● **What you have to do**
The lines below may contain the word "shaded". Please count those that do and give the number alone.

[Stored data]
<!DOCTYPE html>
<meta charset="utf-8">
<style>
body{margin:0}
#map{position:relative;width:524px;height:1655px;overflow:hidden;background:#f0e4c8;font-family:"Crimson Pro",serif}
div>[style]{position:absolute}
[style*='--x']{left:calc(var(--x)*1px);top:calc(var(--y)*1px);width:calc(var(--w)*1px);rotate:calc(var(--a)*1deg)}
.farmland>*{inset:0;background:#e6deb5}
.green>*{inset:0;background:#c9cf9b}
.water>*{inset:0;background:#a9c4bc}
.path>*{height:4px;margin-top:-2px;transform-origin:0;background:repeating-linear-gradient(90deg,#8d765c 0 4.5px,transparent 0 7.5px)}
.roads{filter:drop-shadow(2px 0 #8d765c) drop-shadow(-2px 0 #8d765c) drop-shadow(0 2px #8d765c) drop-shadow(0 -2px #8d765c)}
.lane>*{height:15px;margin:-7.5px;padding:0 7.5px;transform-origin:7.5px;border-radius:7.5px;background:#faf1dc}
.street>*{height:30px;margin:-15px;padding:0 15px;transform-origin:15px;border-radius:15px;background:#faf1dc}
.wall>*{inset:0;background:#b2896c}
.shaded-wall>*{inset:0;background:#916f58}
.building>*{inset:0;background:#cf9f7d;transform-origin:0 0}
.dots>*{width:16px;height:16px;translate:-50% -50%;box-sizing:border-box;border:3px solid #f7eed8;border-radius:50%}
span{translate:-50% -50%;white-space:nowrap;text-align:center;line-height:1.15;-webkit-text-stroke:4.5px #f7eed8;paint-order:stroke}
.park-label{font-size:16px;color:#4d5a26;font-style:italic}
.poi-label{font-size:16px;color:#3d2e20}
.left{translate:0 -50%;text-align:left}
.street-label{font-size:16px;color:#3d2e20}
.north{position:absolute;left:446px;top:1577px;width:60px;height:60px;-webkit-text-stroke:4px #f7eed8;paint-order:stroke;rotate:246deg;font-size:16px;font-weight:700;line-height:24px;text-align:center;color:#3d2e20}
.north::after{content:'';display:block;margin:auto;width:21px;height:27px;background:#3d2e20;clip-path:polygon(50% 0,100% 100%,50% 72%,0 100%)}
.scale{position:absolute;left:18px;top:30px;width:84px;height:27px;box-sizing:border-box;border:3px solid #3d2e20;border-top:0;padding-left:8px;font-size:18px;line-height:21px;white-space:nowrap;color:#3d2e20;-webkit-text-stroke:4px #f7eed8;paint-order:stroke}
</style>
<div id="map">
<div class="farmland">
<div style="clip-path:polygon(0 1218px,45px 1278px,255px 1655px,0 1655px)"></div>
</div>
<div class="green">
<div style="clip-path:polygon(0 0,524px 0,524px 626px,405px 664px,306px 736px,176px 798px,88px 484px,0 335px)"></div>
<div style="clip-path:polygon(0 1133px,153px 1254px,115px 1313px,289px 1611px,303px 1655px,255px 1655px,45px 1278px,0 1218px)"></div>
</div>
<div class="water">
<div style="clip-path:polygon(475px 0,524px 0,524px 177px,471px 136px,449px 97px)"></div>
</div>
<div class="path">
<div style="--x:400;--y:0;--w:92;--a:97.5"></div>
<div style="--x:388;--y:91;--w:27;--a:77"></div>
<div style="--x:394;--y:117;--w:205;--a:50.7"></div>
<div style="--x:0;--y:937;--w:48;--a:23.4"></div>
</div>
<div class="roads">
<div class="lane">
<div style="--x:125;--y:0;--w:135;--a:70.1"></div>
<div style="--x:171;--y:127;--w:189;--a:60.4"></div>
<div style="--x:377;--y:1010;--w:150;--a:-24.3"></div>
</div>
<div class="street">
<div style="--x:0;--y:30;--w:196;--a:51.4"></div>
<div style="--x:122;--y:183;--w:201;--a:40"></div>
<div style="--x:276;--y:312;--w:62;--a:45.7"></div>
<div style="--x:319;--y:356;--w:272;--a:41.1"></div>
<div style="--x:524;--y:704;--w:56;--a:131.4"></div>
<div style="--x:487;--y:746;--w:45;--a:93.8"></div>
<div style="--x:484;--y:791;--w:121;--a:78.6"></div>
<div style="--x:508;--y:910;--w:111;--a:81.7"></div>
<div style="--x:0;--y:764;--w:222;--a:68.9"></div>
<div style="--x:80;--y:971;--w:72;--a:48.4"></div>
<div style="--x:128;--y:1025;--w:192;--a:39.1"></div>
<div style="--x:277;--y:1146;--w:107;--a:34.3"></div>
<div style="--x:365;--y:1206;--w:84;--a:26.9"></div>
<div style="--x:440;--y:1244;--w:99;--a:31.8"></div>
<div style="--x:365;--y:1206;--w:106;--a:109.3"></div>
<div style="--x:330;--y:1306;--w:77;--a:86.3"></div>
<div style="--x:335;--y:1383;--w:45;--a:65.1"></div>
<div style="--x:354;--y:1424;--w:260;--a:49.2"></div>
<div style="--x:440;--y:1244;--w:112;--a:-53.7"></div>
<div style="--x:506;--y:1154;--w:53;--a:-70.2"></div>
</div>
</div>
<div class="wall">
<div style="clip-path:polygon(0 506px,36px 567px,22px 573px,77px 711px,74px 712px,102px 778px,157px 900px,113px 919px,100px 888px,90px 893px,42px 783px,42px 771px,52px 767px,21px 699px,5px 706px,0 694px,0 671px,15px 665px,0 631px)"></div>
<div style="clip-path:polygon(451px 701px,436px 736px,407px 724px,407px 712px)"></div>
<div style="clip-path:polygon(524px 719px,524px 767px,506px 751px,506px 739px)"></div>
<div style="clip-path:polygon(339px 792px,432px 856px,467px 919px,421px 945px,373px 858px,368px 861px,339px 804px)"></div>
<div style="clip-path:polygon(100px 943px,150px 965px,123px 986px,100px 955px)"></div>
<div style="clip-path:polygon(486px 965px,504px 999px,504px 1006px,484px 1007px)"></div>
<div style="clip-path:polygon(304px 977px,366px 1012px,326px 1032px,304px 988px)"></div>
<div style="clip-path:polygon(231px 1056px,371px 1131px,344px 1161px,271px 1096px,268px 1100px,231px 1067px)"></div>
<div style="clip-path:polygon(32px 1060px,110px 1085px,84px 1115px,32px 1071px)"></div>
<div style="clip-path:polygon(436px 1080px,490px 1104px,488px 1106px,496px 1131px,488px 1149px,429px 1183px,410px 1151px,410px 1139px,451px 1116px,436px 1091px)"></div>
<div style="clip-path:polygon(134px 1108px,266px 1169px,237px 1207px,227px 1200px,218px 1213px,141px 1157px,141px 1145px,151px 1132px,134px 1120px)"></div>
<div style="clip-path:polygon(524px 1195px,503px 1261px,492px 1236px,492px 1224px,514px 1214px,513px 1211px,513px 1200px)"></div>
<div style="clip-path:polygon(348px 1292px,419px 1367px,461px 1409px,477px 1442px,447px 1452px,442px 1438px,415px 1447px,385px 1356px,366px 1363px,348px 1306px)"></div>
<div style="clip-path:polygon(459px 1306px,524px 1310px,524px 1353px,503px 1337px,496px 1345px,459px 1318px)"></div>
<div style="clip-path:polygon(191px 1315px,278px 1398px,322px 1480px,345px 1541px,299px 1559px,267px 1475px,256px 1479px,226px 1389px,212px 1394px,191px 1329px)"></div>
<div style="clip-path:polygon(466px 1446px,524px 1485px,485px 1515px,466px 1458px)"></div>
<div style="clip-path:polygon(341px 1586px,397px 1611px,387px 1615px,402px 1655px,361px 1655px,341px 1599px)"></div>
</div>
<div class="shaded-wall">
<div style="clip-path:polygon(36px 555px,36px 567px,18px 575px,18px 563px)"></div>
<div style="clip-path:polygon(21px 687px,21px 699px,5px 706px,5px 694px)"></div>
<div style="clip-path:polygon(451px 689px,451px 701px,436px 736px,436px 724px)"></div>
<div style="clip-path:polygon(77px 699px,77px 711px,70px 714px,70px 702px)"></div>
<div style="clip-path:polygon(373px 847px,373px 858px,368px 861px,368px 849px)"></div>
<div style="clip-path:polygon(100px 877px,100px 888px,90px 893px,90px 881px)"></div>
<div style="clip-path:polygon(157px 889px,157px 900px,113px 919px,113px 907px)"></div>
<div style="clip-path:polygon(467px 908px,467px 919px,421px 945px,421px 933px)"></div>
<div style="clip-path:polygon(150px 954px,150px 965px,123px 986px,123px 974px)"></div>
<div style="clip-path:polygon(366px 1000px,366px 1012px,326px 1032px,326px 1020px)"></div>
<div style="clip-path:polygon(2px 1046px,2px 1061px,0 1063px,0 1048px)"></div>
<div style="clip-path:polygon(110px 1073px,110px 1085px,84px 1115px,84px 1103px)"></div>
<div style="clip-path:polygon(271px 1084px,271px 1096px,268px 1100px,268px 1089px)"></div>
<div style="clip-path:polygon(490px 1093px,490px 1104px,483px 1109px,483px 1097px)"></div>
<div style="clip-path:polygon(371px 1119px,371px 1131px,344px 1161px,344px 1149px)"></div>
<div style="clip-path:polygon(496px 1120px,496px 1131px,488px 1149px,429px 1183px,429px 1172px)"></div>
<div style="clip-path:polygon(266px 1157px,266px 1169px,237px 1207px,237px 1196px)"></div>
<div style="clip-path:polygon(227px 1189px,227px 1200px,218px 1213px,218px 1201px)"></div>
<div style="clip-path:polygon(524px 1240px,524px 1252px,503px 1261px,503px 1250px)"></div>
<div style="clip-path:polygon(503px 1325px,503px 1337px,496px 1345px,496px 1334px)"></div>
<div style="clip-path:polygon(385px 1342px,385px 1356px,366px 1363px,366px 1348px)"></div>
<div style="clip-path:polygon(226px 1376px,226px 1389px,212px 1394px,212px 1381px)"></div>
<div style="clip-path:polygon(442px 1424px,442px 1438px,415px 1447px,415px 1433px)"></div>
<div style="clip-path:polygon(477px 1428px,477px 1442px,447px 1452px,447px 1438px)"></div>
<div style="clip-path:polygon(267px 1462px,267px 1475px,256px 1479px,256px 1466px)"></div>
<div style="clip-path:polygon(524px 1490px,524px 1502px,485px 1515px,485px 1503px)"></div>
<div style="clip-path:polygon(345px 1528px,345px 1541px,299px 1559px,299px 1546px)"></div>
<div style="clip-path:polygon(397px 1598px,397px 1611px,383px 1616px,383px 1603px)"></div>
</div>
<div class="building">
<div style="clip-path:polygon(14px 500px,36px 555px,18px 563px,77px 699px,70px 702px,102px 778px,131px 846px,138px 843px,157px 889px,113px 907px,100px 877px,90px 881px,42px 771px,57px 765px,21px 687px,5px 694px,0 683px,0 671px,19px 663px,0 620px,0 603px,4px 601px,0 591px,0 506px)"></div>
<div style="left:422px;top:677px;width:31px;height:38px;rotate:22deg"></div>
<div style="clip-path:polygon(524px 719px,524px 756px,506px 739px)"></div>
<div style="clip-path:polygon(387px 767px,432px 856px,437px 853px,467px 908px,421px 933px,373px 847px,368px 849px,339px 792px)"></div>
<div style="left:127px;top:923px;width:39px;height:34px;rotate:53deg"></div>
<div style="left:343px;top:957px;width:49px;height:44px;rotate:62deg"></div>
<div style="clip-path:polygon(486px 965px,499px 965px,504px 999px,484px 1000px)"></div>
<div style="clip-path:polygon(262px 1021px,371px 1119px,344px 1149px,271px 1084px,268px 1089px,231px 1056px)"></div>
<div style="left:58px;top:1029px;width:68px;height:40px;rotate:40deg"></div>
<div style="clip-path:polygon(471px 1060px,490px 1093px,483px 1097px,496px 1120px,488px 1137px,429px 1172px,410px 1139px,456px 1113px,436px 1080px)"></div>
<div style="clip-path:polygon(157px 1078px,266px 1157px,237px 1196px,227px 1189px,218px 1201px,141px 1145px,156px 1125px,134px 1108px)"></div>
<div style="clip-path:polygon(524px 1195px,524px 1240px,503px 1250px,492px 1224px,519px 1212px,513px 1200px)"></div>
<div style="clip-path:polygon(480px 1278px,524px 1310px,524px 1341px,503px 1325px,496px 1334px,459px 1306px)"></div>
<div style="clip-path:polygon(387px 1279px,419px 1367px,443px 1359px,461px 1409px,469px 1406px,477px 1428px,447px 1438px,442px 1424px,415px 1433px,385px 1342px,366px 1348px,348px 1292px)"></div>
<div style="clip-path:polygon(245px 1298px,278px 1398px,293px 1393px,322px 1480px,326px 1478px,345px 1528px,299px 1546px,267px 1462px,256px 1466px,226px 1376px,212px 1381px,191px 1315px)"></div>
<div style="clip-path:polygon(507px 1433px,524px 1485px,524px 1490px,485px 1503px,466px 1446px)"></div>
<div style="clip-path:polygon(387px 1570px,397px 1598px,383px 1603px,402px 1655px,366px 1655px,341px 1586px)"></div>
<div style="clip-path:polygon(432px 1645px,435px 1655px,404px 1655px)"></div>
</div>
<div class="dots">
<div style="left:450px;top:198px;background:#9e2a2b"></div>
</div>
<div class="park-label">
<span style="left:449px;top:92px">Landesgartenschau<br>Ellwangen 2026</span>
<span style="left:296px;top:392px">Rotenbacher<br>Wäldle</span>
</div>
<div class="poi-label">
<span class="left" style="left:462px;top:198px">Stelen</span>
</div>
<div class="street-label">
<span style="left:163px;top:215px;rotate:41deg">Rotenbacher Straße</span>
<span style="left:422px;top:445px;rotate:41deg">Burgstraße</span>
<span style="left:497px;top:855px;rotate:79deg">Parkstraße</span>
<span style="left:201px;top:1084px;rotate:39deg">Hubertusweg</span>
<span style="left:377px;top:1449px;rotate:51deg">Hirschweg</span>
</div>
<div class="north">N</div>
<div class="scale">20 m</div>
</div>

● **Solution for this problem**
2